La liberté de la presse est l’illustration d’un humanisme en perpétuelle construction

Éditorial de septembre 2020

« Quand la vérité n’est pas libre, la vérité n’est pas vraie. » Si Voix de l’Hexagone a, depuis ses débuts, choisi cette citation éloquente de Jacques Prévert, ce n’est pas un hasard. Les journalistes et contributeurs qui officient sur ce modeste site sont plus que tout attachés à la liberté d’expression, celle de la presse y compris.

La liberté de la presse est précieuse. Elle fut le fruit d’âpres combats pour désormais figurer dans la Déclaration des droits de l’homme et du citoyen (article 11) et dans la Déclaration universelle des droits de l’homme (article 19). Ainsi, la scène surréaliste où le président de la République s’en prend ouvertement au très pointu et chevronné journaliste George Malbrunot n’a pas manqué de faire bondir tous les citoyens attachés plus que jamais aux libertés. À l’heure où la reprise en main de la parole populaire apparaît comme un sujet majeur, le monde de la presse est lui aussi concerné. Il l’est tout d’abord en tant qu’observateur du réel, dans ce qu’il a de plus tragique, de plus cru, de plus sensible. Il l’est ensuite en tant que porte-parole des aspirations, des cris de colère, d’amour, d’espoir des peuples.
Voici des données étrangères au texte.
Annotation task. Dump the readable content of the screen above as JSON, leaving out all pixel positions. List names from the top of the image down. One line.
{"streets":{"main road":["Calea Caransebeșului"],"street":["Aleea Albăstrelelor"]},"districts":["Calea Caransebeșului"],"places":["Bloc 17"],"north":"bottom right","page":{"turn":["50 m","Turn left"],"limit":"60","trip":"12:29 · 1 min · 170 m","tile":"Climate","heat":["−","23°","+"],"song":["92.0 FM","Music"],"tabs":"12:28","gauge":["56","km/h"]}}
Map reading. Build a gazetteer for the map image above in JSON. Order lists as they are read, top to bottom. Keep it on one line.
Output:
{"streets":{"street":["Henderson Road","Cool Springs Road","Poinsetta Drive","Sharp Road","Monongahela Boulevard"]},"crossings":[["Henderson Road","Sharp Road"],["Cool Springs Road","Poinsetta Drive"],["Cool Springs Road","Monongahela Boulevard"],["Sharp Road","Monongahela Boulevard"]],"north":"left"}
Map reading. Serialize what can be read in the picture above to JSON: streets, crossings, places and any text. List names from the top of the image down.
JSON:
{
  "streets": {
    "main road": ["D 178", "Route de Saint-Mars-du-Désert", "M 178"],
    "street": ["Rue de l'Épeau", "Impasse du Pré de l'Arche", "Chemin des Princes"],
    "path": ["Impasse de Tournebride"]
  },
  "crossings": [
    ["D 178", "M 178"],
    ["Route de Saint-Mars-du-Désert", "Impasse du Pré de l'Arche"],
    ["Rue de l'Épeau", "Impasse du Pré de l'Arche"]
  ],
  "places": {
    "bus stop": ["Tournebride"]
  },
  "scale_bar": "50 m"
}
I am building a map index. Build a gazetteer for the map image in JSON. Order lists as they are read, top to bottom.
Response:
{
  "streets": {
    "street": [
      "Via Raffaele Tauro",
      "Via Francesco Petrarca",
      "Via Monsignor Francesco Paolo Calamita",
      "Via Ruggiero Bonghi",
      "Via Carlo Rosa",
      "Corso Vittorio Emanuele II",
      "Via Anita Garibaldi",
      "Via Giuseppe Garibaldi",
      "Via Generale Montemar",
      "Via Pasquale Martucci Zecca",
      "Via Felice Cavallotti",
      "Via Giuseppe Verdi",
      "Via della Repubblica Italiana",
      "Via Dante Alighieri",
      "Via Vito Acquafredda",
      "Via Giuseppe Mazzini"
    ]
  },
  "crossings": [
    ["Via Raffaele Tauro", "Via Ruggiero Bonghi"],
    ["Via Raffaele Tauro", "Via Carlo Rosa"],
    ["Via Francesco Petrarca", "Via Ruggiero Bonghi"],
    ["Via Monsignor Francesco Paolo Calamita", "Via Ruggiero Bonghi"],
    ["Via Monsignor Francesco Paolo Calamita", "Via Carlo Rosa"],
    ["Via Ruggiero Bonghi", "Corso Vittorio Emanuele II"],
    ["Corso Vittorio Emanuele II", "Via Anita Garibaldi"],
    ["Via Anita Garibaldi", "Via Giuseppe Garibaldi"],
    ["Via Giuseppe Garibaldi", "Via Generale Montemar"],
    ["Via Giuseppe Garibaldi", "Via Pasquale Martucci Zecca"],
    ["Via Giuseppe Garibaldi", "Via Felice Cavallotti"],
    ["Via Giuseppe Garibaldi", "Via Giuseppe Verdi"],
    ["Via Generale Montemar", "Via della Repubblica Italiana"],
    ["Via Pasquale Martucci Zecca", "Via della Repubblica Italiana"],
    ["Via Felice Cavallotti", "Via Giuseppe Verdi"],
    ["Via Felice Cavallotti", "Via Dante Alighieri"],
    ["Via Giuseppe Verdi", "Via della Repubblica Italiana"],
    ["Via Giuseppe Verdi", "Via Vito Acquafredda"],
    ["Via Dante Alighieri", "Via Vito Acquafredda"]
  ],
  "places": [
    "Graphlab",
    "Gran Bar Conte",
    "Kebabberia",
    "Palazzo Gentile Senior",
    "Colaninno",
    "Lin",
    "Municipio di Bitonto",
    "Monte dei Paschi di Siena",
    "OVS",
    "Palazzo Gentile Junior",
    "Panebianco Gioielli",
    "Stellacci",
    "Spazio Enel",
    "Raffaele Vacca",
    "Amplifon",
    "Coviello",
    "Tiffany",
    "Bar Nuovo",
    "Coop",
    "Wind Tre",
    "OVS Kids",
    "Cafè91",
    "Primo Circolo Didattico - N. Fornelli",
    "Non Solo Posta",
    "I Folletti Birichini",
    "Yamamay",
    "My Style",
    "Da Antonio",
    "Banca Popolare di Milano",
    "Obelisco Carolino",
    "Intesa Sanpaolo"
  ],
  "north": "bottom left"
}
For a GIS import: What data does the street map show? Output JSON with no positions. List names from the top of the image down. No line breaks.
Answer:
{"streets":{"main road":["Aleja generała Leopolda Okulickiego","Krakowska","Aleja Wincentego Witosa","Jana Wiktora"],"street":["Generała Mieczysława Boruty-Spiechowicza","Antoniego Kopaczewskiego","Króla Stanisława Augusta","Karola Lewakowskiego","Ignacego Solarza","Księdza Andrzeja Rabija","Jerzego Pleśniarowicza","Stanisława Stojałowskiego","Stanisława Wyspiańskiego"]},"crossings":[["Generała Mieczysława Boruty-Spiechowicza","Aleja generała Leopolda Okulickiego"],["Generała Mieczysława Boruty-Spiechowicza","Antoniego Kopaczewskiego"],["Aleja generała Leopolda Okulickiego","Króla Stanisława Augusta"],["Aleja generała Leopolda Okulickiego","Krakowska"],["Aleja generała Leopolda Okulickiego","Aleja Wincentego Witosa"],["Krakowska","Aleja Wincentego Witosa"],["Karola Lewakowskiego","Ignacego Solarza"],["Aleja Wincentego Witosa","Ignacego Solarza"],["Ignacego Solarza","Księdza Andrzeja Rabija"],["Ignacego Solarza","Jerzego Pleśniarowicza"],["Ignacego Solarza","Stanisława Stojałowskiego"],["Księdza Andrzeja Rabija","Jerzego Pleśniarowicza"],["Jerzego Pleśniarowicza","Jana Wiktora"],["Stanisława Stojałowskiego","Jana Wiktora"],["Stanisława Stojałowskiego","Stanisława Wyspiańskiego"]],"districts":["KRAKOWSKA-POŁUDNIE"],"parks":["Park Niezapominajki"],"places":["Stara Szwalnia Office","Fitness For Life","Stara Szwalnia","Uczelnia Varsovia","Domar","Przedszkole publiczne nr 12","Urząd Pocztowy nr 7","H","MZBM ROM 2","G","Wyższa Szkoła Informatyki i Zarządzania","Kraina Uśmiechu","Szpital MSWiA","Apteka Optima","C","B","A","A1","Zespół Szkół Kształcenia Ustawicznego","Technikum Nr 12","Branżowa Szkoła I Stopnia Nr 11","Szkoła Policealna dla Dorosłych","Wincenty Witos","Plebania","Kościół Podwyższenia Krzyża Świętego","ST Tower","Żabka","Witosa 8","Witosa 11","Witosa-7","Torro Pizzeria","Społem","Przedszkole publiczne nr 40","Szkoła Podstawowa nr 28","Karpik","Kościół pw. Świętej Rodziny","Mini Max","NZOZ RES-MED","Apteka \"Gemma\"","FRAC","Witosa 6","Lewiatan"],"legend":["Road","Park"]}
Il l’est enfin en tant que contradictoire potentiel des puissants et non oreille bienveillante ou relais complice de leurs pérégrinations.  Rappelons, en outre, que l’information qui a tant offusqué Emmanuel Macron – menacer de sanctions les leaders politiques libanais hostiles aux réformes qu’il leur intime de réaliser – se trouve être une indiscrétion confiée par lui-même. Aucun manquement à la déontologie n’a été observé.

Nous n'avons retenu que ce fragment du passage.